Conservatives have been incensed by NBC’s coverage of the games and their host country since they began last week. Bob Costas called the Soviet-era a “pivotal experiment,” resulting in a swarm of angry tweets from those on the right. Anchor Meredith Vieira called the dissolution of the USSR, symbolized on Friday by a little girl letting go of a red balloon, a “bittersweet moment.” This prompted the National Review’s astute political blogger Jim Geraghty to ask if these and other statements were the result of a “health-related mental lapse.”
“The phrase ‘pivotal experiments’ is cowardly in its unwillingness to judge, but ‘bittersweet’ is worse because it’s the inverse, saluting the oppressor and lamenting his departure,” Geraghty wrote.
Most would agree that NBC’s hosts and commentators did not offer a historical counter-narrative to the glossed over portrayal of the bloody and repressive Soviet period.

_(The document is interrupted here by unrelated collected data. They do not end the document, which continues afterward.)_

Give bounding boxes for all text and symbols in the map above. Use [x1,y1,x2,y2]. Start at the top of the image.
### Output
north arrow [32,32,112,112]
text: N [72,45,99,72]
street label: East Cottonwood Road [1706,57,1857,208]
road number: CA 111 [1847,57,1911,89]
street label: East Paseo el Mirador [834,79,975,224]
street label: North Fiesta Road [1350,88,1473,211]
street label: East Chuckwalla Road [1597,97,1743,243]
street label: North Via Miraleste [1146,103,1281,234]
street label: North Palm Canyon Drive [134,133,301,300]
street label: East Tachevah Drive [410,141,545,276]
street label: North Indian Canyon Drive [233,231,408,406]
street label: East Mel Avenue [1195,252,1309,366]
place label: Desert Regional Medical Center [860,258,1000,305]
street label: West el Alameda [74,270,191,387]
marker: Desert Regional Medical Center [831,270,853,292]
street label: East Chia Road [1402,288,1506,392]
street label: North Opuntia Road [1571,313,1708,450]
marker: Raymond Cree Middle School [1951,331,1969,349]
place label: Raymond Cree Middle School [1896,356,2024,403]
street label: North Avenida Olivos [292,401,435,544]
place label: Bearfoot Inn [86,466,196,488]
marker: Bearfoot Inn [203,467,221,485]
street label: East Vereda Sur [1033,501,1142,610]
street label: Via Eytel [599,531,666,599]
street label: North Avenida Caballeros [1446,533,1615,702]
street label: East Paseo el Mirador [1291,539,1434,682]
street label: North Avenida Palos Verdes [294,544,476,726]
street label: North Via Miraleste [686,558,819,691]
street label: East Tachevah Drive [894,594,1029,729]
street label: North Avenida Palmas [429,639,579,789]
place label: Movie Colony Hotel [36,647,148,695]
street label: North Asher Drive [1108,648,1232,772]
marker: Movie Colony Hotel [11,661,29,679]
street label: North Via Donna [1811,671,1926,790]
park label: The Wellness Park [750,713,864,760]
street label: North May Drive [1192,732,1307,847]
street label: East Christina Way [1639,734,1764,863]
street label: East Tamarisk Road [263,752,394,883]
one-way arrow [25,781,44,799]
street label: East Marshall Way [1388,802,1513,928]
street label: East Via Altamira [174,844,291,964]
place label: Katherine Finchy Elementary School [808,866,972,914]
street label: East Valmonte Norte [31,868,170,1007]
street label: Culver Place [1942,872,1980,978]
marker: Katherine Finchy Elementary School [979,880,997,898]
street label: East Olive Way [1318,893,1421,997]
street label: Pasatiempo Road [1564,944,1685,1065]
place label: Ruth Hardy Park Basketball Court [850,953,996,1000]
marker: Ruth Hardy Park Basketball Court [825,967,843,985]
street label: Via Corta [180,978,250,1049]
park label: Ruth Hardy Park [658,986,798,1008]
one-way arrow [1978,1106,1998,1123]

It’s also odd to seek brave historical truth-telling from an organization whose color commentary consisted of comically shallow quips like Matt Lauer transitioning, “Imperialism in Russia is about to be swept away by two important events — the Russian revolution and this commercial break.”
Russia’s checkered past human rights record is matched only by its presently checkered human rights record. NBC is also cautiously not highlighting that country’s draconian anti-LGBT laws or the conspicuous number of journalists who have been killed or gone missing since Vladimir Putin ascended to the presidency. They have a job to do and it is not to shed light on the abuses of a semi-authoritarian state. Furthermore, any contextual reflection on the horrors of the Soviet Union would be underserved without an acknowledgement of Putin’s encouragement of Soviet nostalgia – an important source of internal political cohesion. This is all simply outside the scope of NBC’s mission in Sochi.
Conservatives have gone down this road before. Lauer and Vieira’s color commentary was criticized in 2008 when they declined to highlight the horrors of the Cultural Revolution during the 2008 opening exhibition in Beijing. This, too, was undeserved. Imagine the clamor that would have followed had the opening ceremonies in 1996 been halted so that the commentators could briefly note that the city was the scene of some of the worst abuses committed against African-American slaves in the antebellum South. “Welcome to Vancouver,” Costas could have said in 2010, “where native Americans were forcibly interbred with Europeans in order to destroy their culture.”
The Olympic opening ceremonies are simply not the place for a history lesson. Those who come in expecting anything other than a gauzy misrepresentation of history are destined for disappointment. Similarly, those critics who expect morning television anchors and sportscasters to provide hard-hitting contextual analysis during a grand interpretive dance will be underserved.
There is plenty of room to criticize NBC’s journalistic instincts; actively cutting an anti-discrimination message in order not to offend their host government is an example of perfectly legitimate ground for criticism. But the network’s hosts not aggressively fact-checking a dance over anything other than mediocre choreography is misplaced.